The problem:
Could you restate every entry word for word, leaving the pictures out?

══ Dataset extract ══

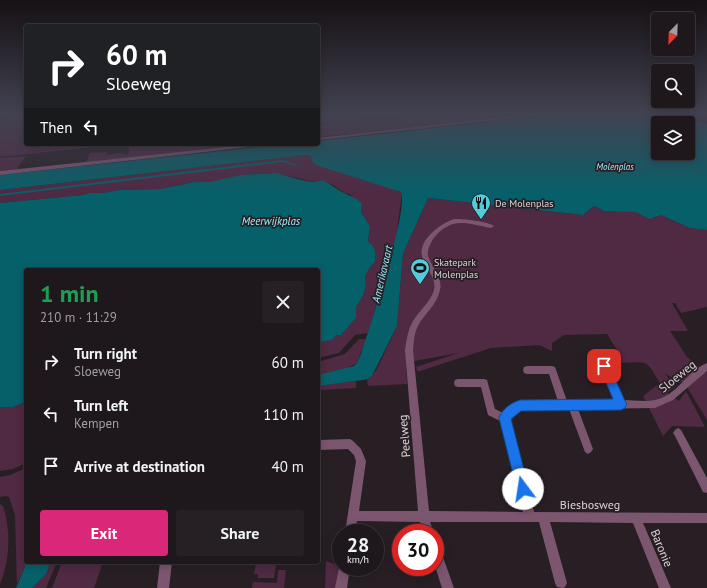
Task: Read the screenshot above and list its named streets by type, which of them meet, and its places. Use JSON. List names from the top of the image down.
{
  "streets": {
    "street": [
      "Sloeweg",
      "Peelweg",
      "Biesbosweg",
      "Baronie"
    ]
  },
  "crossings": [
    ["Peelweg", "Biesbosweg"],
    ["Biesbosweg", "Baronie"]
  ],
  "water": ["Molenplas", "Meerwijkplas", "Amerikavaart"],
  "places": {
    "restaurant": ["De Molenplas"],
    "sports": ["Skatepark Molenplas"]
  },
  "north": "bottom left",
  "page": {
    "turn": ["60 m", "Sloeweg"],
    "then": "Then",
    "heading": ["1 min", "210 m · 11:29"],
    "list": [
      {
        "name": "Turn right",
        "note": "Sloeweg",
        "value": "60 m"
      },
      {
        "name": "Turn left",
        "note": "Kempen",
        "value": "110 m"
      },
      {
        "name": "Arrive at destination",
        "value": "40 m"
      }
    ],
    "buttons": ["Exit", "Share"],
    "speed": "28 km/h",
    "limit": "30"
  }
}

═══

Written response:
Task: Read the screenshot above and list its named streets by type, which of them meet, and its places. Use JSON. List names from the top of the image down.
{
  "streets": {
    "street": [
      "Sloeweg",
      "Peelweg",
      "Biesbosweg",
      "Baronie"
    ]
  },
  "crossings": [
    ["Peelweg", "Biesbosweg"],
    ["Biesbosweg", "Baronie"]
  ],
  "water": ["Molenplas", "Meerwijkplas", "Amerikavaart"],
  "places": {
    "restaurant": ["De Molenplas"],
    "sports": ["Skatepark Molenplas"]
  },
  "north": "bottom left",
  "page": {
    "turn": ["60 m", "Sloeweg"],
    "then": "Then",
    "heading": ["1 min", "210 m · 11:29"],
    "list": [
      {
        "name": "Turn right",
        "note": "Sloeweg",
        "value": "60 m"
      },
      {
        "name": "Turn left",
        "note": "Kempen",
        "value": "110 m"
      },
      {
        "name": "Arrive at destination",
        "value": "40 m"
      }
    ],
    "buttons": ["Exit", "Share"],
    "speed": "28 km/h",
    "limit": "30"
  }
}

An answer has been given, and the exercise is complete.